What You Need to Know
- Investors should bet on credit instead, because valuations have improved and default risk is contained, the strategists said.
- The so-called Great Moderation, a period of steady growth and inflation is over, according to BlackRock.
There’s no quick recovery in sight for stocks and bonds that are having their worst year in at least three decades, according to strategists at BlackRock Inc.
Russia’s grinding war in Ukraine and supply bottlenecks from labor shortages will keep the pace of price growth elevated. Central banks will tighten policy until the economic pain forces them to shift direction and live with inflation. Constrained by the “hyper-politicization of everything,” policy makers will struggle to tackle the fallout.
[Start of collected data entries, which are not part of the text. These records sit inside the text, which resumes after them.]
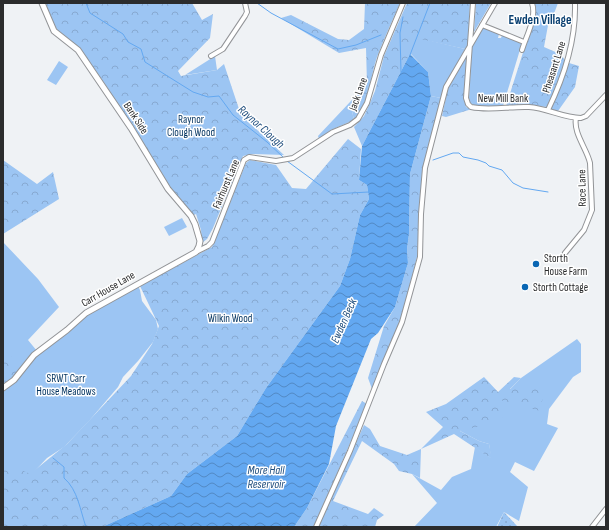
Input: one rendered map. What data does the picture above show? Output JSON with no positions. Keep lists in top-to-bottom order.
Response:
{
  "streets": {
    "street": [
      "Pheasant Lane",
      "Jack Lane",
      "New Mill Bank",
      "Bank Side",
      "Fairhurst Lane",
      "Race Lane",
      "Carr House Lane"
    ]
  },
  "crossings": [
    ["Pheasant Lane", "New Mill Bank"],
    ["Jack Lane", "Fairhurst Lane"],
    ["New Mill Bank", "Race Lane"],
    ["Bank Side", "Fairhurst Lane"],
    ["Bank Side", "Carr House Lane"],
    ["Fairhurst Lane", "Carr House Lane"]
  ],
  "districts": ["Ewden Village"],
  "water": ["Raynor Clough", "Ewden Beck", "More Hall Reservoir"],
  "parks": ["Raynor Clough Wood", "Wilkin Wood", "SRWT Carr House Meadows"],
  "places": ["Storth House Farm", "Storth Cottage"]
}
“We are braving a new world of heightened macro volatility and higher risk premia for both bonds and equities,” strategists including Wei Li, Vivek Paul and Scott Thiel wrote in a mid-year report by BlackRock Investment Institute, the asset manager’s research arm. “The Federal Reserve, for one, is likely to choke off the restart of economic activity and only change course when damage emerges.”
The persistence of price pressures caught many investors off guard this year. Uncertainty over energy supplies since Russia’s invasion at the end of February forced central banks to abandon projections for mild or transitory inflation.
The world’s largest asset manager retains its long-term bullish view on equities, but has gone underweight developed-market stocks in the near term as the risk of stalling growth rises. Investors should bet on credit instead, because valuations have improved and default risk is contained, the strategists said.
Despite the surge in yields, BlackRock remains bearish on government bonds on both a strategic and tactical basis and is underweight long-dated government debt, including U.S. Treasuries.
High inflation and high debt levels — which the International Monetary Fund estimates at 256% of global gross domestic product — mean investors will demand greater compensation to hold this type of asset, the asset manager said.
Pockets of Value
At the same time, BlackRock sees some pockets of value in government debt. It favors inflation-linked bonds, especially those issued by European nations, and it turned overweight UK sovereign debt on July 11. Both are mispriced by the market, according to BlackRock.